History Standards for elementary school children, grades K-4, have been developed with the following principles in mind:
- Children can, from the earliest elementary grades, begin to build historical understandings and perspectives and to think historically. An important responsibility of schooling in these years is to support the conditions which foster children’s natural curiosity and imagination, to provide them opportunities to reach out in time and space, and to expand their world of understanding far beyond the “here and now.”
- Although young children are only in the early stages of acquiring concepts of chronology and time, they easily learn to differentiate time present, time past, and time “long, long ago”-skills on which good programs in historical thinking can then build over grades K-4.

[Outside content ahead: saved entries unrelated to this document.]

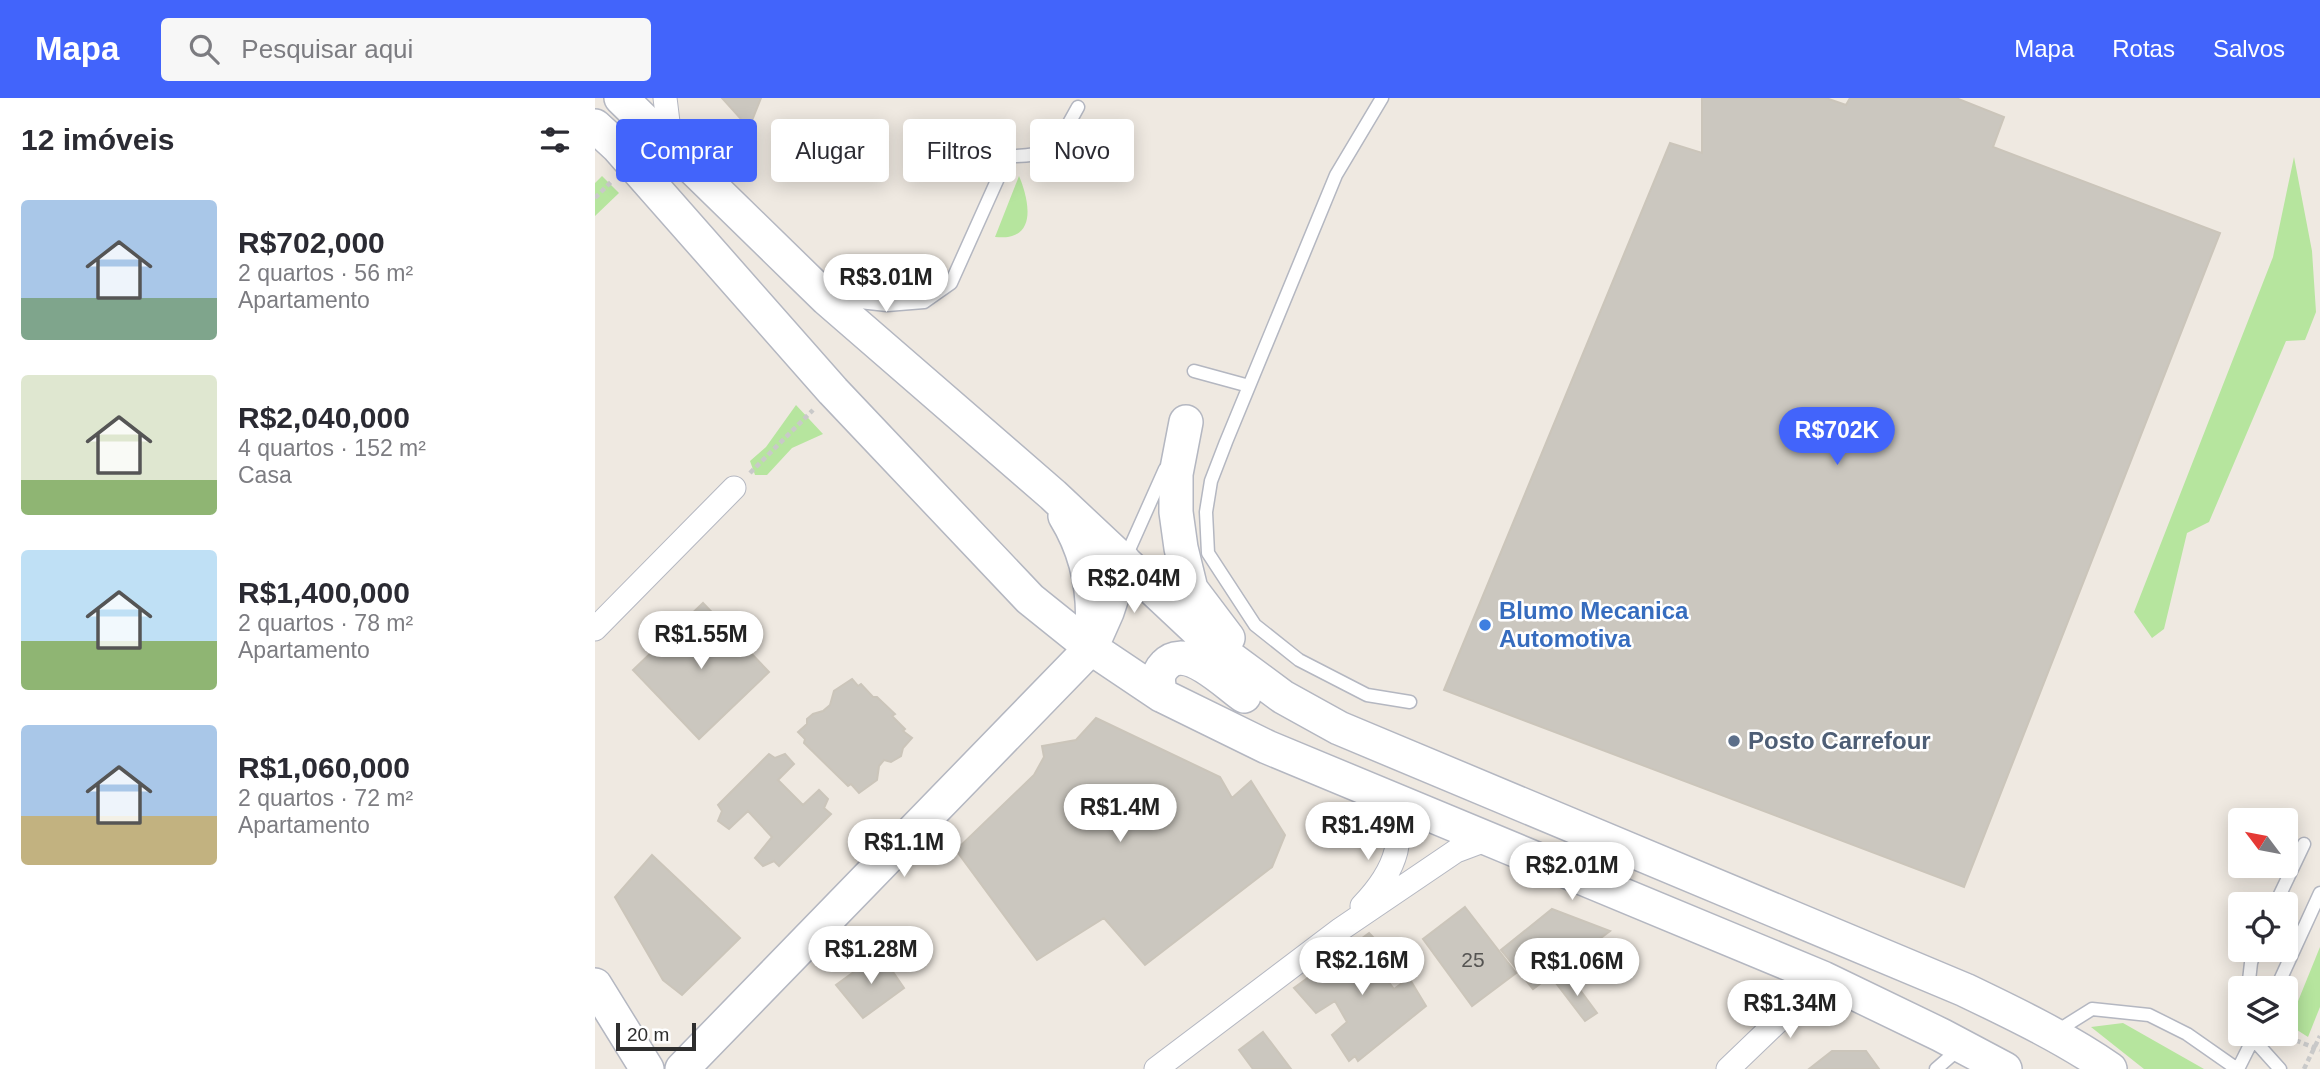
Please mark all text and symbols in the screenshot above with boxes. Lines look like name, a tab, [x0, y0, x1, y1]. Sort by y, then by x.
search box	[161, 18, 651, 81]
text: Mapa	[35, 30, 119, 67]
icon: search	[185, 30, 223, 68]
text: Pesquisar aqui	[241, 34, 413, 64]
text: Mapa	[2014, 35, 2074, 62]
text: Rotas	[2112, 35, 2175, 62]
text: Salvos	[2213, 35, 2285, 62]
chip: Comprar	[616, 119, 757, 182]
chip: Alugar	[771, 119, 889, 182]
chip: Filtros	[903, 119, 1016, 182]
chip: Novo	[1030, 119, 1134, 182]
icon: filters	[536, 121, 574, 159]
text: 12 imóveis	[21, 123, 174, 156]
text: R$702,000	[238, 226, 385, 259]
icon: home	[77, 228, 161, 312]
pin: R$3.01M	[821, 254, 951, 314]
text: 2 quartos · 56 m²	[238, 260, 413, 286]
text: R$3.01M	[839, 264, 933, 290]
text: Apartamento	[238, 287, 370, 313]
text: R$2,040,000	[238, 401, 410, 434]
icon: home	[77, 403, 161, 487]
pin: R$702K	[1780, 408, 1894, 467]
text: R$702K	[1795, 417, 1879, 443]
text: 4 quartos · 152 m²	[238, 435, 426, 461]
text: Casa	[238, 462, 292, 488]
pin: R$2.04M	[1069, 556, 1199, 615]
text: R$2.04M	[1087, 565, 1181, 591]
text: R$1,400,000	[238, 576, 410, 609]
icon: home	[77, 578, 161, 662]
place label: Blumo Mecanica Automotiva	[1499, 597, 1689, 652]
text: 2 quartos · 78 m²	[238, 610, 413, 636]
pin: R$1.55M	[636, 612, 766, 671]
marker: Blumo Mecanica Automotiva	[1477, 617, 1493, 633]
text: R$1.55M	[654, 621, 748, 647]
text: Apartamento	[238, 637, 370, 663]
place label: Posto Carrefour	[1748, 727, 1931, 754]
marker: Posto Carrefour	[1726, 733, 1742, 749]
text: R$1,060,000	[238, 751, 410, 784]
icon: home	[77, 753, 161, 837]
pin: R$1.4M	[1063, 784, 1177, 844]
text: 2 quartos · 72 m²	[238, 785, 413, 811]
text: R$1.4M	[1080, 794, 1160, 820]
pin: R$1.49M	[1303, 802, 1433, 862]
north arrow	[2228, 808, 2298, 878]
map controls	[2228, 808, 2298, 1046]
text: Apartamento	[238, 812, 370, 838]
text: R$1.49M	[1321, 812, 1415, 838]
pin: R$1.1M	[847, 820, 961, 879]
text: R$1.1M	[864, 829, 944, 855]
pin: R$2.01M	[1507, 842, 1637, 902]
text: R$2.01M	[1525, 852, 1619, 878]
button: locate	[2228, 892, 2298, 962]
pin: R$1.28M	[806, 926, 936, 986]
text: R$1.28M	[824, 936, 918, 962]
pin: R$2.16M	[1297, 937, 1427, 997]
pin: R$1.06M	[1512, 939, 1642, 998]
text: R$2.16M	[1315, 947, 1409, 973]
house number: 25	[1461, 948, 1485, 971]
text: R$1.06M	[1530, 948, 1624, 974]
button: layers	[2228, 976, 2298, 1046]
pin: R$1.34M	[1725, 981, 1855, 1040]
text: R$1.34M	[1743, 990, 1837, 1016]
scale bar	[616, 1020, 697, 1052]
text: 20 m	[627, 1024, 669, 1045]

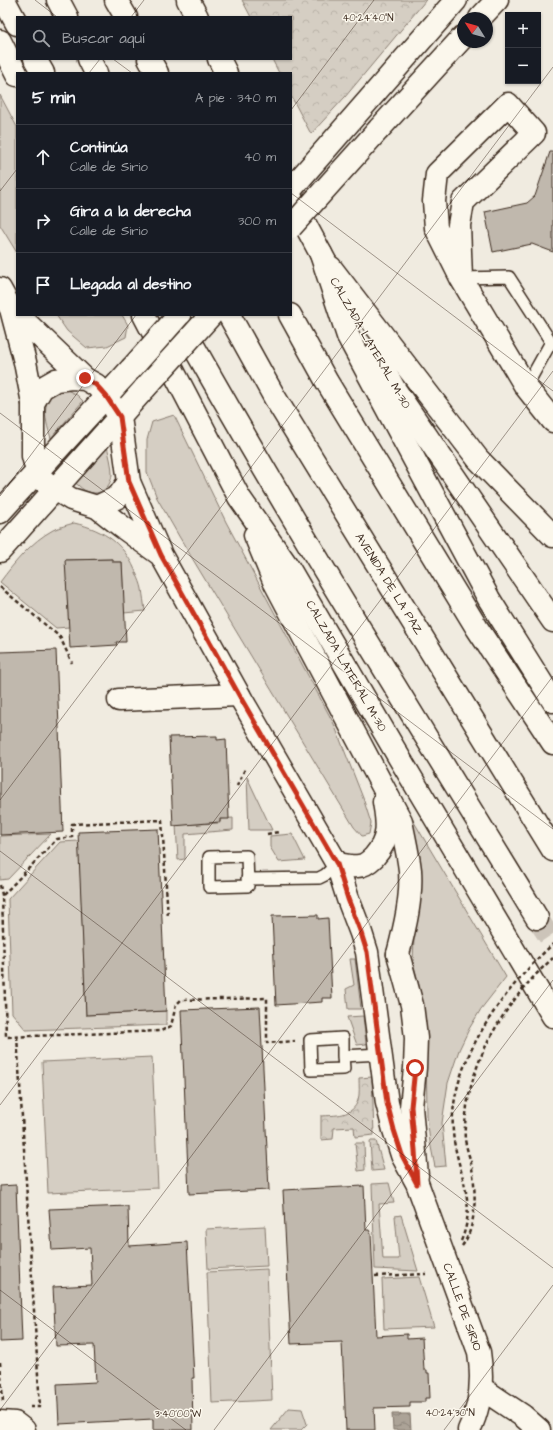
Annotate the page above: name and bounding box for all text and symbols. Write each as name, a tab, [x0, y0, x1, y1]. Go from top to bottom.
text: 40°24'40"N	[342, 11, 394, 25]
north arrow	[457, 12, 493, 48]
map controls	[505, 12, 541, 84]
button: +	[505, 12, 541, 48]
search box	[16, 16, 292, 60]
icon: search	[30, 27, 52, 49]
text: Buscar aquí	[62, 28, 144, 49]
button: −	[505, 48, 541, 84]
text: 5 min	[32, 86, 75, 110]
text: A pie · 340 m	[195, 89, 276, 107]
text: Continúa	[70, 137, 128, 158]
icon: ahead	[32, 146, 54, 168]
text: 40 m	[244, 148, 276, 166]
text: Calle de Sirio	[70, 158, 148, 176]
text: Gira a la derecha	[70, 201, 191, 222]
icon: right	[32, 210, 54, 232]
text: 300 m	[238, 212, 276, 230]
text: Calle de Sirio	[70, 222, 148, 240]
icon: arrive	[32, 274, 54, 296]
text: Llegada al destino	[70, 274, 191, 295]
street label: CALZADA LATERAL M-30	[325, 274, 415, 412]
route end	[76, 369, 94, 387]
street label: AVENIDA DE LA PAZ	[351, 530, 428, 639]
street label: CALZADA LATERAL M-30	[301, 597, 391, 735]
route start	[406, 1059, 424, 1077]
street label: CALLE DE SIRIO	[438, 1261, 486, 1353]
text: 40°24'30"N	[425, 1406, 475, 1420]
text: 3°40'00"W	[155, 1407, 202, 1421]

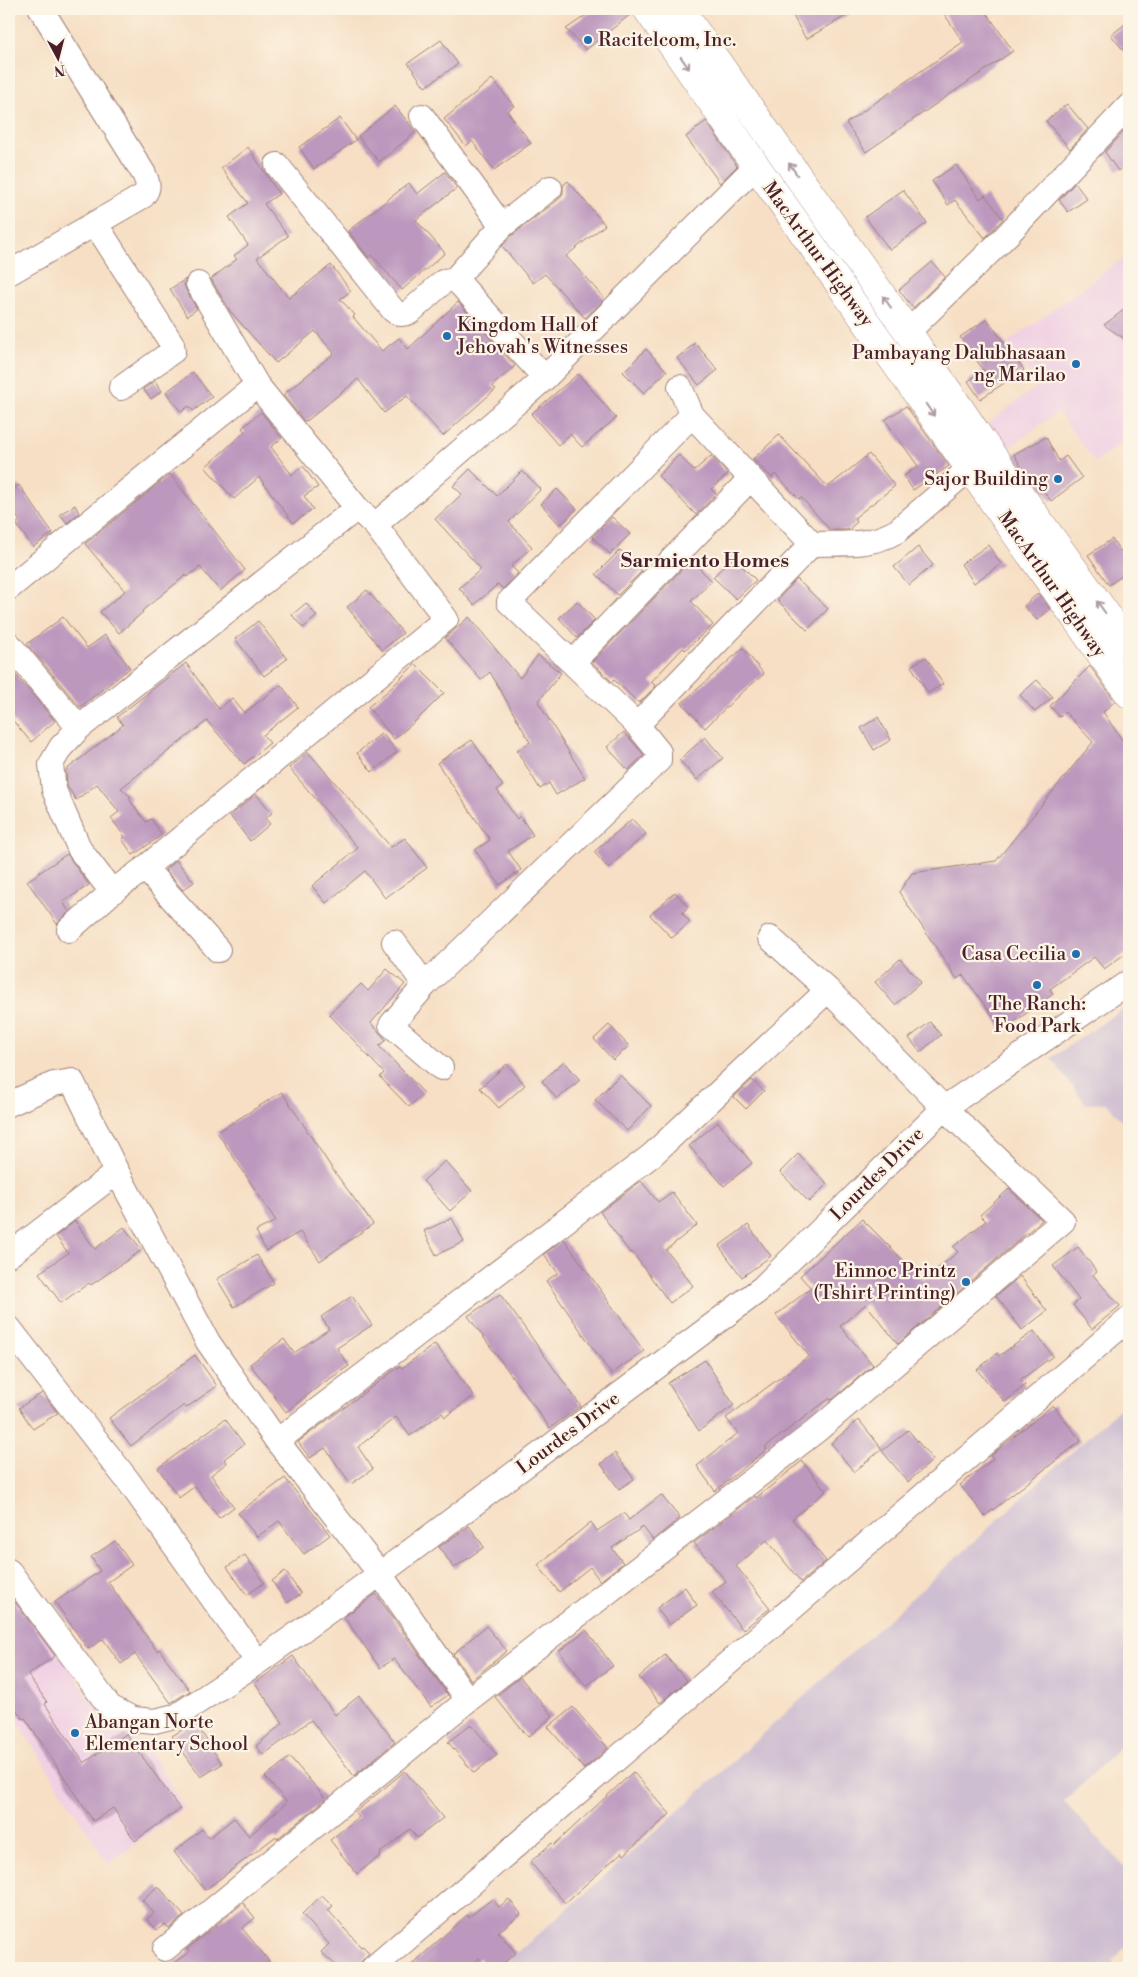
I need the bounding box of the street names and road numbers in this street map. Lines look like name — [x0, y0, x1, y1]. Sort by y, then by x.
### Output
street label: MacArthur Highway — [757, 177, 879, 332]
street label: MacArthur Highway — [992, 506, 1112, 663]
street label: Lourdes Drive — [825, 1122, 929, 1226]
street label: Lourdes Drive — [512, 1386, 624, 1480]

- To bring history alive, an important part of children’s historical studies should be centered in people-the history of families and of people, ordinary and extraordinary, who have lived in children’s own community, state, nation, and the world.
- History becomes especially accessible and interesting to children when approached through stories, myths, legends, and biographies that capture children’s imaginations and immerse them in times and cultures of the recent and long-ago past.
- In addition to stories, children should be introduced to a wide variety of historical artifacts, illustrations, and records that open to them first-hand glimpses into the lives of people in the past: family photos; letters, diaries, and other accounts of the past obtained from family records, local newspapers, libraries, and museums; field trips to historical sites in their neighborhood and community; and visits to “living museums” where actors reenact life long ago.
- All these resources should be used imaginatively to help children formulate questions for study and to support historical thinking, such as the ability to marshal information; create sound hypotheses; locate events in time and place; compare and contrast past and present; explain historical causes and consequences; analyze historical fiction and illustrations for their accuracy and perspectives, and compare with primary sources that accurately portray life, attitudes, and values in the past; compare different stories about an era or event in the past and the interpretations or perspectives of each; and create historical narratives of their own in the form of stories, letters such as a child long ago might have written, and descriptive accounts of events.